混沌信号的压缩感知去噪

对非线性时间序列进行噪声抑制是从中提取有效信息的前提. 混沌信号的去噪算法不仅要使滤波后的信号具有较高的信噪比, 也要具有较好的不确定性. 从压缩感知的角度出发，提出了一种新的噪声抑制方法. 该方法包括估计噪声方差, 以及依据动态的稀疏度将观测值往确定的过完备字典上投影. 仿真实验表明, 该方法比常用的小波阈值法和局部曲线拟合法具有更高的输出信噪比, 而原始信号的混沌特性也能得到较大程度的恢复.

Chaotic signal denoising in a compressed sensing perspective

Nonlinear time series denoising is the premise for extracting useful information from an observable, for the applications in analyzing natural chaotic signals or achieving chaotic signal synchronizations. A good chaotic signal denoising algorithm processes not only a high signal-to-noise ratio (SNR), but also a good unpredictability of a signal. Starting from the compressed sensing perspective, in this work we provide a novel filtering algorithm for chaotic flows. The first step is to estimate the strength of the noise variance, which is not explicitly provided by any blind algorithm. Then the second step is to construct a deterministic projection matrix, whose columns are polynomials of different orders, which are sampled from the Maclaurin series. Since the noise variance is provided from the first step, then a sparsity level with regard to this signal can be fully constructed, and this sparsity value in conjunction with the orthogonal matching pursuit algorithm is used to recover the original signal.

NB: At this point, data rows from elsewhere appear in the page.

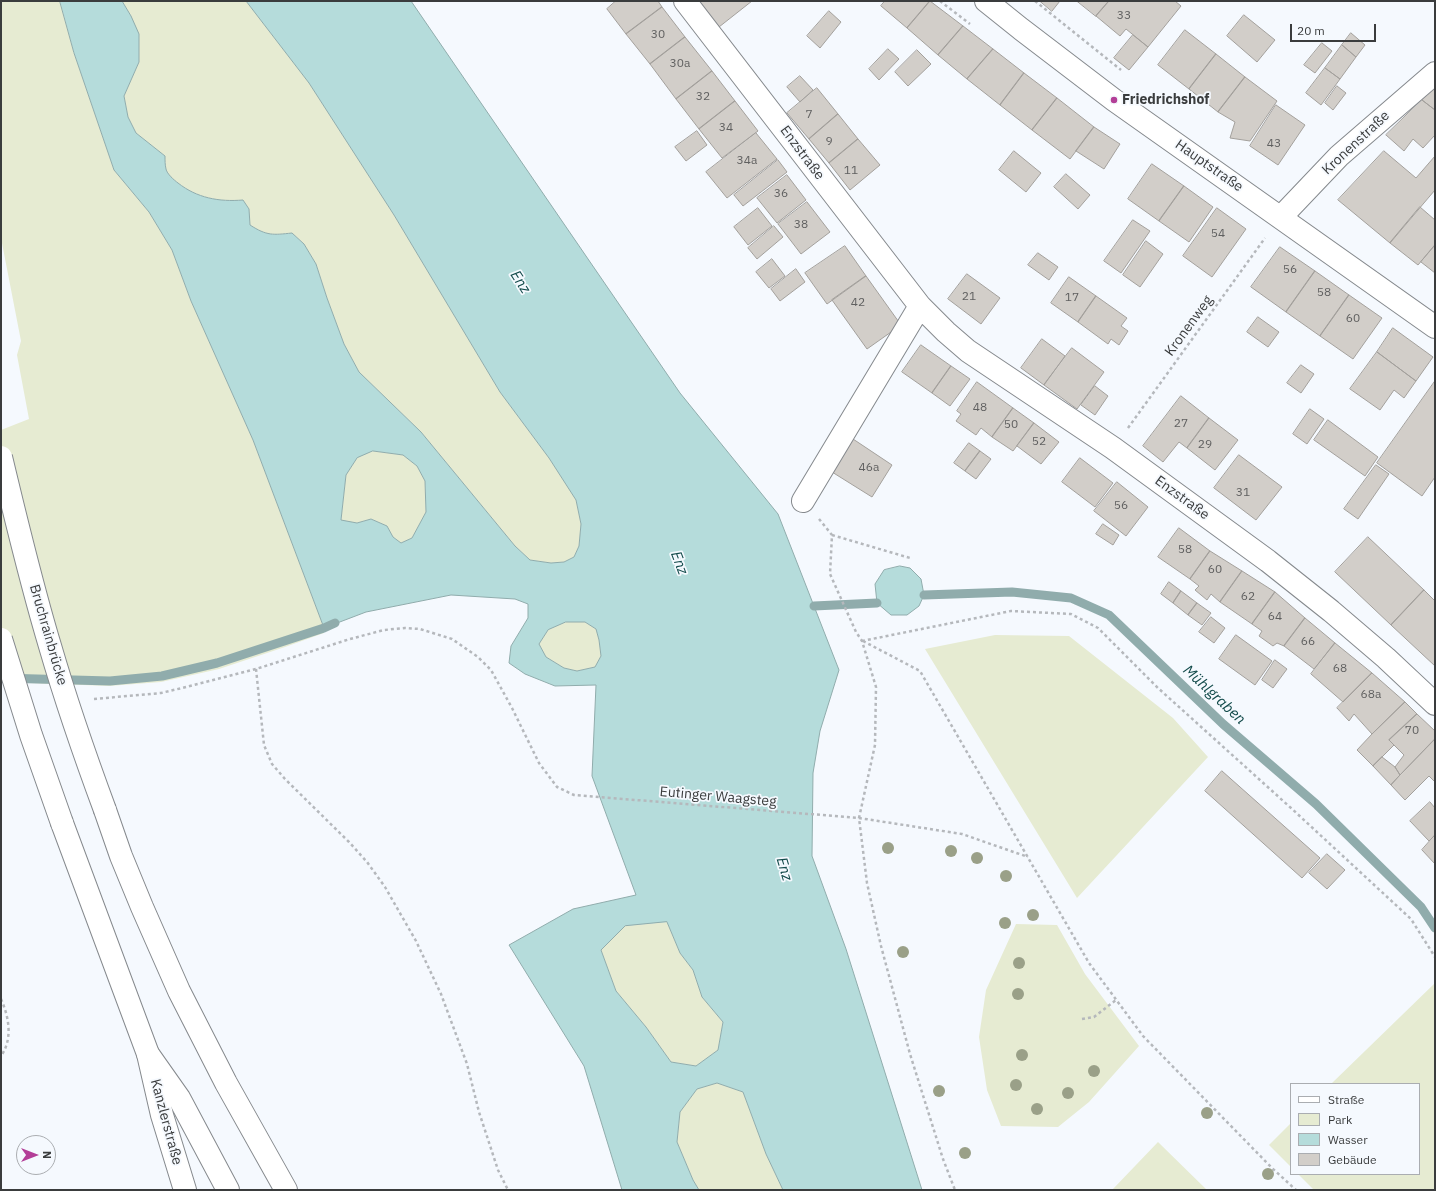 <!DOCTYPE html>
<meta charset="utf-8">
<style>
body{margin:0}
#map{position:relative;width:1436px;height:1191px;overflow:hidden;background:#f5f9fe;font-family:"IBM Plex Sans",sans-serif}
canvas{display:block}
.frame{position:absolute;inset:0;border:2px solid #3a3c3d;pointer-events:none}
.legend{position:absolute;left:1290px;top:1083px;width:130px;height:92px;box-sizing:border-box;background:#f5f9fe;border:1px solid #aaadb1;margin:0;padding:5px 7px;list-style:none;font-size:12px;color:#3a3c3d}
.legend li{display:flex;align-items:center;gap:8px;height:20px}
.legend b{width:20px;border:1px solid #aaadb1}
.north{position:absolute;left:16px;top:1135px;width:40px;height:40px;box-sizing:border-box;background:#f5f9fe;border:1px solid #aaadb1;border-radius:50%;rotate:90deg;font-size:11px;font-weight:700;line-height:16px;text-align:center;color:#3a3c3d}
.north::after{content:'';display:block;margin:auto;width:14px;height:18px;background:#b33e97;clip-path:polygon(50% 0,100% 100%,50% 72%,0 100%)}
.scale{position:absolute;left:1290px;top:24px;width:86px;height:18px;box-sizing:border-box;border:2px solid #3a3c3d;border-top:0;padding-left:5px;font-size:12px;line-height:14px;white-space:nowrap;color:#3a3c3d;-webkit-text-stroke:3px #f5f9fe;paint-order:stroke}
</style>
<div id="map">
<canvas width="1436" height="1191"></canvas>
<div class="frame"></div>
<ul class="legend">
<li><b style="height:5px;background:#fff"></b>Straße</li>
<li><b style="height:11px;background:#e6ebd2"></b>Park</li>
<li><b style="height:11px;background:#b5dcdb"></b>Wasser</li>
<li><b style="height:11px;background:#d2cec9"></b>Gebäude</li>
</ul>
<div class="north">N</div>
<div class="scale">20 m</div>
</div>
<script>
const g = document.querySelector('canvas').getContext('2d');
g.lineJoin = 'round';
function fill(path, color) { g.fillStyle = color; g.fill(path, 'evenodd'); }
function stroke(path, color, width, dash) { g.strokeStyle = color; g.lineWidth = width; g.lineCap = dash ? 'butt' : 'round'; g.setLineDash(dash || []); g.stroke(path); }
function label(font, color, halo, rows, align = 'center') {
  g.font = font + ' "IBM Plex Sans",sans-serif'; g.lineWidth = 3.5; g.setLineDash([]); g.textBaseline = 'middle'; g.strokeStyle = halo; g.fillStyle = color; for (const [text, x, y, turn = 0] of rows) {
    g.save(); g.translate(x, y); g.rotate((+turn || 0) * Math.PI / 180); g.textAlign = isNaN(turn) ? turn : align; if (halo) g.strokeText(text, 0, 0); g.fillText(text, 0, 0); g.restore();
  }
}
fill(new Path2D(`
 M 1,1 L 60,1 L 74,53 L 114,170 L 149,212 L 172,250 L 191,301 L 253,440 L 324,628 L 324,633 L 285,647 L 219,669 L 161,682 L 109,686 L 3,682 L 1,668 L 1,430 L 29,419 L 17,355 L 21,341 L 1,238 Z
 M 122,1 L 246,1 L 309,83 L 394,215 L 500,392 L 549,458 L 576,500 L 581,524 L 579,546 L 574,557 L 564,562 L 551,563 L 530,560 L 515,546 L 421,432 L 359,372 L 344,344 L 327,298 L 316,264 L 304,244 L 292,233 C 272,235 267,236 250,225 L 249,209 L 243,200 C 219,202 197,198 178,183 C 173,180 167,174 166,169 C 165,165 165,160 165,156 L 136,133 L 128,117 L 124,96 L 139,62 L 131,16 Z
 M 373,451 L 403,455 L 417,466 L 425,481 L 426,512 L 412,538 L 401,543 L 393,537 L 387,526 L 371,519 L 357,523 L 341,521 L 346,475 L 357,458 Z
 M 566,622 L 585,622 L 596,629 L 599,640 L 601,656 L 595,667 L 577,671 L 564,668 L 546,657 L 539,644 L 548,630 Z
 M 995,635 L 1069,636 L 1173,718 L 1208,757 L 1077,898 L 925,649 Z
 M 667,922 L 680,953 L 693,970 L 702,997 L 723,1022 L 718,1050 L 696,1066 L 671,1062 L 646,1027 L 616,991 L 601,950 L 625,926 Z
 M 1016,924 L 1057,925 L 1085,974 L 1139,1046 L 1089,1102 L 1058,1127 L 1001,1126 L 987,1090 L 979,1037 L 986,990 Z
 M 1435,983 L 1435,1190 L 1314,1190 L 1298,1174 L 1419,1174 L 1419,1084 L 1331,1084 Z
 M 717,1083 L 743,1092 L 766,1154 L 783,1190 L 699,1190 L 693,1180 L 677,1142 L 680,1112 L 697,1089 Z
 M 1291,1123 L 1291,1167 L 1269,1145 Z
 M 1158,1142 L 1207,1190 L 1112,1190 Z`), '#e6ebd2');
const water = new Path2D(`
 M 60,1 L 122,1 L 131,16 L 139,34 L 139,62 L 124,96 L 128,117 L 136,133 L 165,156 C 165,160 165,165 166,169 C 167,174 174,180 178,183 C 197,198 219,202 243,200 L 249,209 L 250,225 C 267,236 273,235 292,233 L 304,244 L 316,264 L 327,298 L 344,344 L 359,372 L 421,432 L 515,546 L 530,560 L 551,563 L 564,562 L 574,557 L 579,546 L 581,524 L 576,500 L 549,458 L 500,392 L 394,215 L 309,83 L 246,1 L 411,1 L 680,393 L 778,514 L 839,670 L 820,731 L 813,773 L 812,856 L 846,949 L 922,1190 L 783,1190 L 766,1154 L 743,1092 L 717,1083 L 697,1089 L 680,1112 L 677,1142 L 693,1180 L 699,1190 L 622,1190 L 584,1066 L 509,945 L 573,909 L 636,895 L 592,776 L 596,685 L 555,686 L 525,674 L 509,663 L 511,646 L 528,618 L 528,604 L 515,599 L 451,595 L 366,612 L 324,628 L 253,440 L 191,301 L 172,250 L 149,212 L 114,170 L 74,53 ZM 373,451 L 403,455 L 417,466 L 425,481 L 426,512 L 412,538 L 401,543 L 393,537 L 387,526 L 371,519 L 357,523 L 341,520 L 346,475 L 357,458 ZM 566,622 L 585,622 L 596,629 L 599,640 L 601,656 L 595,667 L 577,671 L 564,668 L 546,657 L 539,644 L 548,630 ZM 667,922 L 680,953 L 693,970 L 702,997 L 723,1022 L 718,1050 L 696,1066 L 671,1062 L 646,1027 L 616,991 L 601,950 L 625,926 Z
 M 900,566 L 910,568 L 921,579 L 924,595 L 919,606 L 907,615 L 891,615 L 877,603 L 875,584 L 884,570 Z`);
fill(water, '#b5dcdb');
stroke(water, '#90acac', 1);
stroke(new Path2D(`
 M 924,595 L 1012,592 L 1071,598 L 1109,615 L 1223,724 L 1316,804 L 1421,907 L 1435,928
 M 814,606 L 877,603
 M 1,678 L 110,681 L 162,676 L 217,663 L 324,628 L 335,623`), '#90acac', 9);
const building = new Path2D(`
 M 616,1 L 658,1 L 662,7 L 626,34 L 607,9 Z
 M 699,1 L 752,1 L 719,27 Z
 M 885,1 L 930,1 L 907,28 L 881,6 Z
 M 930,1 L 963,26 L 938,55 L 907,28 Z
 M 1040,1 L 1060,1 L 1052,11 Z
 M 1077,1 L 1109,1 L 1096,16 Z
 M 1109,1 L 1175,1 L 1181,6 L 1148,47 L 1126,29 L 1120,36 L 1096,16 Z
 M 662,7 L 685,37 L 650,64 L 626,34 Z
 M 829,11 L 841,22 L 820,48 L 807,36 Z
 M 1244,15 L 1275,40 L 1257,62 L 1227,36 Z
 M 963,26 L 993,49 L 967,79 L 938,55 Z
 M 1185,30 L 1216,54 L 1189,89 L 1158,65 Z
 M 1351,33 L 1365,45 L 1356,57 L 1342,45 Z
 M 1133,35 L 1148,47 L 1129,70 L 1114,58 Z
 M 685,37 L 712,71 L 676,99 L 650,64 Z
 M 1322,43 L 1332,51 L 1315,73 L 1304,65 Z
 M 1342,45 L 1356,57 L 1340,79 L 1325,68 Z
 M 888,49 L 899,59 L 879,80 L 869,69 Z
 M 993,49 L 1024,73 L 1000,105 L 967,79 Z
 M 917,50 L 931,64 L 908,86 L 895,72 Z
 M 1216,54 L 1245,77 L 1218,112 L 1189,89 Z
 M 1325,68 L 1340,79 L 1321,105 L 1306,93 Z
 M 712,71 L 735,101 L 699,129 L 676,99 Z
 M 1024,73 L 1057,98 L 1032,130 L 1000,105 Z
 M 800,76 L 813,90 L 800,102 L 787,87 Z
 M 1245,77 L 1277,101 L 1250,141 L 1230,138 L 1235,122 L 1218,112 Z
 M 1435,84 L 1435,110 L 1422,100 Z
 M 1337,86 L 1346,93 L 1333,110 L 1325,103 Z
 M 817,88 L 838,114 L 809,139 L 787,113 Z
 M 1057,98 L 1094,127 L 1070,159 L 1032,130 Z
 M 1422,100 L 1435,110 L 1435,135 L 1423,148 L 1413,139 L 1404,151 L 1386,135 Z
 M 735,101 L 758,131 L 722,158 L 699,129 Z
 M 1276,105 L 1305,125 L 1278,165 L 1250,146 Z
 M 838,114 L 858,139 L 829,163 L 809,139 Z
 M 1094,127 L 1120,144 L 1104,169 L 1076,151 Z
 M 697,131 L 707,145 L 686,161 L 675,147 Z
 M 756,133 L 777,159 L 727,198 L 706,172 Z
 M 858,139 L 880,165 L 850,190 L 829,163 Z
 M 1014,151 L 1041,173 L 1026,192 L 999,170 Z
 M 1384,151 L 1416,178 L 1435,156 L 1435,190 L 1390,243 L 1338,200 Z
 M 778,160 L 787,172 L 743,206 L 734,195 Z
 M 1152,164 L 1184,186 L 1159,221 L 1128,199 Z
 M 1066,174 L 1090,195 L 1078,209 L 1054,187 Z
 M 787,175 L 806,200 L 777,223 L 757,198 Z
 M 1184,186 L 1213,207 L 1189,242 L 1159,221 Z
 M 807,202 L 830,232 L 801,254 L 778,224 Z
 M 1420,207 L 1435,220 L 1435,245 L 1418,265 L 1390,243 Z
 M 758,208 L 772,226 L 748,245 L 734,227 Z
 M 1217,208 L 1246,229 L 1212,277 L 1183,256 Z
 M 1133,220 L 1150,231 L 1121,273 L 1104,261 Z
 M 774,226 L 783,237 L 757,259 L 748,248 Z
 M 1146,241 L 1163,254 L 1140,287 L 1123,275 Z
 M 1435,245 L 1435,273 L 1421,262 Z
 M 845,246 L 866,276 L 827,304 L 805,273 Z
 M 1280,247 L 1315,271 L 1286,312 L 1251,287 Z
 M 1038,253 L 1058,267 L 1049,280 L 1028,265 Z
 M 772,259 L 785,276 L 769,288 L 756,272 Z
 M 796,269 L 805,282 L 780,301 L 771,289 Z
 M 1315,271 L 1349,295 L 1320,336 L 1286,312 Z
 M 967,274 L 1000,298 L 981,324 L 948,299 Z
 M 866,276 L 901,325 L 867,349 L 832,300 Z
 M 1069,277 L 1096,296 L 1078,322 L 1051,303 Z
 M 1349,295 L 1382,318 L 1353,359 L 1320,336 Z
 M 1096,296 L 1127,318 L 1121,326 L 1128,331 L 1119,345 L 1111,339 L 1108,344 L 1078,322 Z
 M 1258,317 L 1279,332 L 1268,347 L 1247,332 Z
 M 1393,328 L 1433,357 L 1416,381 L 1377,352 Z
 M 1042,339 L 1065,356 L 1044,385 L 1021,368 Z
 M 921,345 L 951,366 L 932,393 L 902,372 Z
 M 1072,348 L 1104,372 L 1077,409 L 1044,385 Z
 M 1377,352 L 1416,381 L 1404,398 L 1394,390 L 1380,410 L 1350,389 Z
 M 1301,365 L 1314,374 L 1301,393 L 1287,383 Z
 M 951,366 L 970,379 L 950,406 L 932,393 Z
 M 1435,381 L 1435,477 L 1422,496 L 1377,463 Z
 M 977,382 L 1013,408 L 992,437 L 981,428 L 976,435 L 956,421 L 961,414 L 957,411 Z
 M 1095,386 L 1108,396 L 1095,415 L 1081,405 Z
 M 1181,396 L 1209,418 L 1187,448 L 1179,442 L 1163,462 L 1143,446 Z
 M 1013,408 L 1034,423 L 1013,451 L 992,437 Z
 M 1310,409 L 1324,419 L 1307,444 L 1293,434 Z
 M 1209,418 L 1238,440 L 1215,470 L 1187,448 Z
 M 1328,420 L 1378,457 L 1365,476 L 1314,440 Z
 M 1034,423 L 1059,442 L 1041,464 L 1017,446 Z
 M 853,439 L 892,465 L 872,497 L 832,472 Z
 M 969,443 L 980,451 L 965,471 L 954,463 Z
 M 980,451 L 991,459 L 976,479 L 965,471 Z
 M 1239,455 L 1282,487 L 1256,520 L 1214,488 Z
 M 1080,458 L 1113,483 L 1095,507 L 1062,482 Z
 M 1376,465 L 1389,474 L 1358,519 L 1344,509 Z
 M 1117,482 L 1148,507 L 1126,536 L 1094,511 Z
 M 1103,524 L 1119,535 L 1113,545 L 1096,534 Z
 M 1179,528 L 1210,551 L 1190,579 L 1158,557 Z
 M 1368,537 L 1424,590 L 1391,625 L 1335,572 Z
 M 1210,551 L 1242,571 L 1220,602 L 1211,594 L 1207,600 L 1195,590 L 1199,586 L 1190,579 Z
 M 1242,571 L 1275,592 L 1252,624 L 1220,602 Z
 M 1169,582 L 1181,591 L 1173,603 L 1161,594 Z
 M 1424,590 L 1435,601 L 1435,666 L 1391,625 Z
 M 1181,591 L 1197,603 L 1188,615 L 1173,603 Z
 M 1275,592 L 1305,618 L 1284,646 L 1277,643 L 1273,646 L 1259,636 L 1262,631 L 1252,624 Z
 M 1197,603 L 1211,613 L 1202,625 L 1188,615 Z
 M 1211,617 L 1225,628 L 1214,643 L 1199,632 Z
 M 1305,618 L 1335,643 L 1314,669 L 1284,646 Z
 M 1236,635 L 1272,661 L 1255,685 L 1219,659 Z
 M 1335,643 L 1372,673 L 1343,702 L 1311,674 Z
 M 1275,660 L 1287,669 L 1273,688 L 1262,680 Z
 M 1372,673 L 1405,702 L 1372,734 L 1354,714 L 1349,721 L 1337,708 Z
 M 1405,702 L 1417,714 L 1389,740 L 1394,745 L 1373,766 L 1357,750 L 1372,734 Z
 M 1417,714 L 1435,731 L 1435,739 L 1400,775 L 1395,767 L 1404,755 L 1389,740 Z
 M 1435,739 L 1435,782 L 1429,776 L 1405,800 L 1391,785 Z
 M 1382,757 L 1395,767 L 1400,775 L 1391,785 L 1373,766 Z
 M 1222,771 L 1320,858 L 1302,878 L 1205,791 Z
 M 1430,802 L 1435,808 L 1435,835 L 1429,841 L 1410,821 Z
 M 1435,835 L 1435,864 L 1422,850 Z
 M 1327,854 L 1345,870 L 1327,889 L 1309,873 Z`);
fill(building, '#d2cec9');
stroke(building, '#a3a09c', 1);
const street = new Path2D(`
 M 685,1 L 920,306 L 946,332 L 968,351 L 1113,448 L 1268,561 L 1331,611 L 1386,658 L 1435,704
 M 1281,217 L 1339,156 L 1435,73
 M 803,501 L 920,306
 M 148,1054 L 162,1115 L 185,1190`);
const secondary = new Path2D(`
 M 986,1 L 1021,29 L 1114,100 L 1435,327`);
const primary = new Path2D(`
 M 105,810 L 121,856 L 142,907 L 179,991 L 226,1083 L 286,1190
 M 62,823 L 148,1054 L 179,1098 L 228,1190`);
stroke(street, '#85898d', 24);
stroke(secondary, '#85898d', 24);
stroke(primary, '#85898d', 24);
stroke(new Path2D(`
 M 940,1 L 970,24
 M 1035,1 L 1121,70
 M 1128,428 L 1265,238
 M 819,519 L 832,535 L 830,574 L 856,632 L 862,641 L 876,687 L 875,745 L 859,818 L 867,883 L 881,946 L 910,1054 L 943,1159 L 955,1190
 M 832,535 L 910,558
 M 862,641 L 1011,611 L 1071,614 L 1098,628 L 1158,688 L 1291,808 L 1411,919 L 1435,957
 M 863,641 L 920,671 L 1089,963 L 1143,1036 L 1272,1168 L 1296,1190
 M 256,669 L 264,745 L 272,764 L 285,779 L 349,842 L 367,862 L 385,887 L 416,941 L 441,994 L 467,1064 L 479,1112 L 498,1170 L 508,1190
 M 94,699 L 161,693 L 182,688 L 256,669 L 350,639 L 384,630 L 405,628 L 420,629 L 452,639 L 478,657 L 491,670 L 512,708 L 539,763 L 557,787 L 574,795 L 859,818 L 962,834 L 1028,857
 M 1,999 C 9,1017 13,1039 1,1056
 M 1082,1019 L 1094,1017 L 1116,1000`), '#b5b8bc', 2.5, [3, 3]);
stroke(street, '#fff', 22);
stroke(secondary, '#fff', 22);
stroke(primary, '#fff', 22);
const primaryBridge = new Path2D(`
 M 1,457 C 16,520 31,583 50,646 C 66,701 85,756 105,810
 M 1,639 L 31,735 L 62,823`);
stroke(primaryBridge, '#85898d', 24, []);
stroke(primaryBridge, '#fff', 22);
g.fillStyle = '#9aa088';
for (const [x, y] of [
 [888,848],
 [951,851],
 [977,858],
 [1006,876],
 [1033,915],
 [1005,923],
 [903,952],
 [1019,963],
 [1018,994],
 [1022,1055],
 [1094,1071],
 [1016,1085],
 [939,1091],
 [1068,1093],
 [1037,1109],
 [1207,1113],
 [965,1153],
 [1268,1174]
]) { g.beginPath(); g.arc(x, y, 6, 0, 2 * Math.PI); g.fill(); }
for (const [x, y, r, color] of [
 [1114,100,4,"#b33e97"]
]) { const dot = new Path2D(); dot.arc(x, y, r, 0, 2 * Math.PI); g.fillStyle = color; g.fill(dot); stroke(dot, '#f5f9fe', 1.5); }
label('12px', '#606060', null, [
 ["33",1124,16],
 ["30",658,35],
 ["30a",680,64],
 ["32",703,97],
 ["7",809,115],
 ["34",726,128],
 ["9",829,142],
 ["43",1274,144],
 ["34a",747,161],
 ["11",851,171],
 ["36",781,194],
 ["38",801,225],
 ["54",1218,234],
 ["56",1290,270],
 ["58",1324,293],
 ["21",969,297],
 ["17",1072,298],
 ["42",858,303],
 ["60",1353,319],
 ["48",980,408],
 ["27",1181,424],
 ["50",1011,425],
 ["52",1039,442],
 ["29",1205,445],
 ["46a",869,468],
 ["31",1243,493],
 ["56",1121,506],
 ["58",1185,550],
 ["60",1215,570],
 ["62",1248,597],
 ["64",1275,617],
 ["66",1308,642],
 ["68",1340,669],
 ["68a",1371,695],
 ["70",1412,731]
]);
label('bold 14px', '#3a3c3d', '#f5f9fe', [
 ["Friedrichshof",1122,100]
], 'left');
label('14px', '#3a3c3d', '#f5f9fe', [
 ["Kronenstraße",1356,143,-43],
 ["Enzstraße",802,153,53],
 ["Hauptstraße",1209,166,35],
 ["Kronenweg",1189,326,-54],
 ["Enzstraße",1182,498,36],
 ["Bruchrainbrücke",48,635,74],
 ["Eutinger Waagsteg",718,797,5],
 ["Kanzlerstraße",166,1122,75]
]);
label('italic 15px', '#134b4b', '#f5f9fe', [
 ["Enz",520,282,57],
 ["Enz",679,563,69],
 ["Mühlgraben",1214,695,43],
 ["Enz",784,869,73]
]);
</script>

Our method can be regarded as an extension to the local curve fitting algorithm, where the extension lies in allowing the algorithm to choose a wider range of polynomial orders, not just those of low orders. In the analysis of our algorithm, the correlation coefficient of the proposed projection matrix is given, and the reason for shrinking the sparsity when the noise variance increases is also presented, which emphasizes that there is a larger probability of error column selection with larger noise variance. In the simulation, we compare the denoising performance of our algorithm with those of the wavelet shrinking algorithm and the local curve fitting algorithm. In terms of SNR improvement for the Lorenz signal, the proposed algorithm outperforms the local curve fitting method in an input SNR range from 0 dB to 20 dB. And this superiority also exists if the input SNR is larger than 9 dB when compared with the wavelet methods. A similar performance also exists concerning the Rössler chaotic system. The last simulation shows that the chaotic properties of the originals are largely recovered by using our algorithm, where the quantity for "chaotic degree" is described by using the proliferation exponent.